Le reazioni, naturalmente, 
non tardano di molto. C’è chi, come Orfini, è sprezzante: «Non 
recensisco i romanzi fantasy» . Marino lo contraccambia parlando con 
Maria Latella, a Sky Tg24: «Mi ricorda quella bellissima canzone di 
Elton John, Empty Garden , quando canta che un insetto da solo può 
rovinare un intero campo di grano».
Lorenzo Guerini, citato nel 
libro come colui che avrebbe sponsorizzato la nomina di Mirko Coratti 
(poi arrestato per Mafia Capitale) a vicesindaco, reagisce con più 
veemenza: «Non sono mai intervenuto. E quando smentii, Marino mi disse 
che facevo bene e mi ringraziava per il mio sostegno». Durissimo il 
commento di Ernesto Carbone, super-renziano della segreteria Pd: «Marino
 è delirante. Il suo è un meschino addio».
Ma è davvero un addio? 
Alla domanda chiave, formulata e riformulata dai cronisti in sala 
stampa, l’ex sindaco non risponde ma svicola: «Sono qui per parlare del 
libro». Ma allora chi voterebbe degli altri candidati? «Ma perché, avete
 visto i loro programmi?». Neppure Giachetti? E qui, volontario oppure 
no, all’ex sindaco scappa il lapsus : «Riccardo Giachetti...». Roberto, 
lo correggono: «Ah, scusate. Non lo conosco così bene».
Che Marino
 si candidi, per ora, è un’ipotesi tutta ancora da verificare.
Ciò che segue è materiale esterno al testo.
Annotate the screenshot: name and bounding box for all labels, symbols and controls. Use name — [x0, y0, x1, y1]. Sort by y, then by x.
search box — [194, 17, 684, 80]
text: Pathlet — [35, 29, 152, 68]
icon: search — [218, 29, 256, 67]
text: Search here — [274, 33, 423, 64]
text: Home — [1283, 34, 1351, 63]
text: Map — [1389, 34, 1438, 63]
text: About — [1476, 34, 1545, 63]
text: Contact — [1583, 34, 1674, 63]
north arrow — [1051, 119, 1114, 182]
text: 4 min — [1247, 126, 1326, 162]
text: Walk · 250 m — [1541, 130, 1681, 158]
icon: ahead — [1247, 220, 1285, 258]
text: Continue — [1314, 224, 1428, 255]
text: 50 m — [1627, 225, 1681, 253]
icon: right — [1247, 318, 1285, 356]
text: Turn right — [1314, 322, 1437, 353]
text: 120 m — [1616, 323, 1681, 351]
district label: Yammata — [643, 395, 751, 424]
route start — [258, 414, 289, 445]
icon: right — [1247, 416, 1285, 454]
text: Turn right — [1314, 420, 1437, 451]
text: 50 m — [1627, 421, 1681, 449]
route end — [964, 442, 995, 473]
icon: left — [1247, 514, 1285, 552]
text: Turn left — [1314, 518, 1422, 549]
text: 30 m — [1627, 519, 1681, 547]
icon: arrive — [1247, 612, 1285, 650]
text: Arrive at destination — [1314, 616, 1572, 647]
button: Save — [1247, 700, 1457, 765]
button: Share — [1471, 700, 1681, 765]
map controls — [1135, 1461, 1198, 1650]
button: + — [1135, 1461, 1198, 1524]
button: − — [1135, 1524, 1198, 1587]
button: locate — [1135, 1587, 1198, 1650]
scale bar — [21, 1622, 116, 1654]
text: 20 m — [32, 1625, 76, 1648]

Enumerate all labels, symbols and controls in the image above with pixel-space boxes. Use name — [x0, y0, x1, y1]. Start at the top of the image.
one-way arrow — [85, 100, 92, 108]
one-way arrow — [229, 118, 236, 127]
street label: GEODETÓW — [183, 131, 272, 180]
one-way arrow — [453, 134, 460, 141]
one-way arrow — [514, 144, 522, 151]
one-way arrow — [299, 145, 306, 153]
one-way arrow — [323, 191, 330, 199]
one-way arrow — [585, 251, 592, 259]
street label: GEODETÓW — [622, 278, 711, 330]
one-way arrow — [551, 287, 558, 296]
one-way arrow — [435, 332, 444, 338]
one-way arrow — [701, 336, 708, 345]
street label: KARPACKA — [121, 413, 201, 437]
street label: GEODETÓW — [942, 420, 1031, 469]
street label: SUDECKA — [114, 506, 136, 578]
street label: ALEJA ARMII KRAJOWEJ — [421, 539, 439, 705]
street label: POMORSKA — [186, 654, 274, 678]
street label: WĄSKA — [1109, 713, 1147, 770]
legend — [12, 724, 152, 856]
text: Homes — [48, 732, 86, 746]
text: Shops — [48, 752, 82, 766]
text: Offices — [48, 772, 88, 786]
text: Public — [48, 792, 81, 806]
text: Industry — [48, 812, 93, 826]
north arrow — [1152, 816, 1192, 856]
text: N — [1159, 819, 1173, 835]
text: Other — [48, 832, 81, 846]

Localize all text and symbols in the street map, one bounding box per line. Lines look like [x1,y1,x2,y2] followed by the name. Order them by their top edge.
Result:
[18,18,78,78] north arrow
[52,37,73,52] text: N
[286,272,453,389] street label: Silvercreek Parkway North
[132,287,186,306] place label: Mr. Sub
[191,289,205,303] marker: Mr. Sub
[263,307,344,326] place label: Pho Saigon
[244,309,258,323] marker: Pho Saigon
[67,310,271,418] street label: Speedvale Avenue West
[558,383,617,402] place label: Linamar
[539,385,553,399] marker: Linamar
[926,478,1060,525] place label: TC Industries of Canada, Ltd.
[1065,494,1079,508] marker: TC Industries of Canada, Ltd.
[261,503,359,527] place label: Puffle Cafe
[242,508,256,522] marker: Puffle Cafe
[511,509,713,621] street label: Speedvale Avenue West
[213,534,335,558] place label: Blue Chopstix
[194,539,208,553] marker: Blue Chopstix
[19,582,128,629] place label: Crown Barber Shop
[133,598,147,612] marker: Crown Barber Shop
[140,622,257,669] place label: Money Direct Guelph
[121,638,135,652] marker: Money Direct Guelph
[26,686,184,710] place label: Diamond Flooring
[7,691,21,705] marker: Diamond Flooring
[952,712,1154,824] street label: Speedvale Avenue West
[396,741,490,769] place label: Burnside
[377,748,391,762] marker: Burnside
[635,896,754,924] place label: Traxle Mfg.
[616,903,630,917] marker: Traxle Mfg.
Per il 
momento, il «professore», ha preso due incarichi accademici: uno 
all’Università della California di Los Angeles («per sei mesi», racconta
 in esclusiva a Corriere.it ), l’altro («per un ciclo di lezioni») alla 
Temple University di Filadelfia, la stessa dove si recò a settembre per 
una lecture , quando diede ad intendere che volava in Pennsylvania su 
invito della Santa Sede. Episodio che gli costò il celebre «non l’ho 
invitato io, è chiaro?» pronunciato da papa Bergoglio. Marino, in 
America, insegna «chirurgia, del fegato e dei trapianti» e a 63 anni 
(oggi ne ha 61) percepirà il vitalizio da senatore. Gli basterà? Chissà.
Certo
 di sassolini da togliersi ne aveva molti. Bersaglio principale, manco a
 dirlo, il premier Matteo Renzi: «Io sono contro le lobby lui ci va a 
cena. Commissariare un sindaco eletto, mentre lui non lo è, è una grave 
lesione della democrazia». È lui, per Ignazio, «il mandante dei 19 
accoltellatori» che lo fecero cadere. E nel libro, più volte, racconta 
di come «il problema fossi diventato io», delle pressioni per espatriare
 in America ricevute, a suo dire, da Causi (che smentisce: «un falso») e
 da Orfini, degli interessi sul fare il villaggio olimpico a Tor Vergata
 da parte del presidente del Coni Giovanni Malagò (che lui, nel libro, 
chiama «Megalò»), del silenzio di Nicola Zingaretti sui trasporti («non 
mi chiamò più»), dell’errore di «accettare assessori guastatori» e di 
«non controllare le liste che il Pd fece nel 2013».
Un partito del
 quale, dice Marino, «ho la tessera del 2015, ma siamo nel ‘16» e che 
secondo lui «non esiste più». E si torna da capo. Si candida? «Deciderò 
al momento opportuno». Prima c’è il tour per promuovere il libro.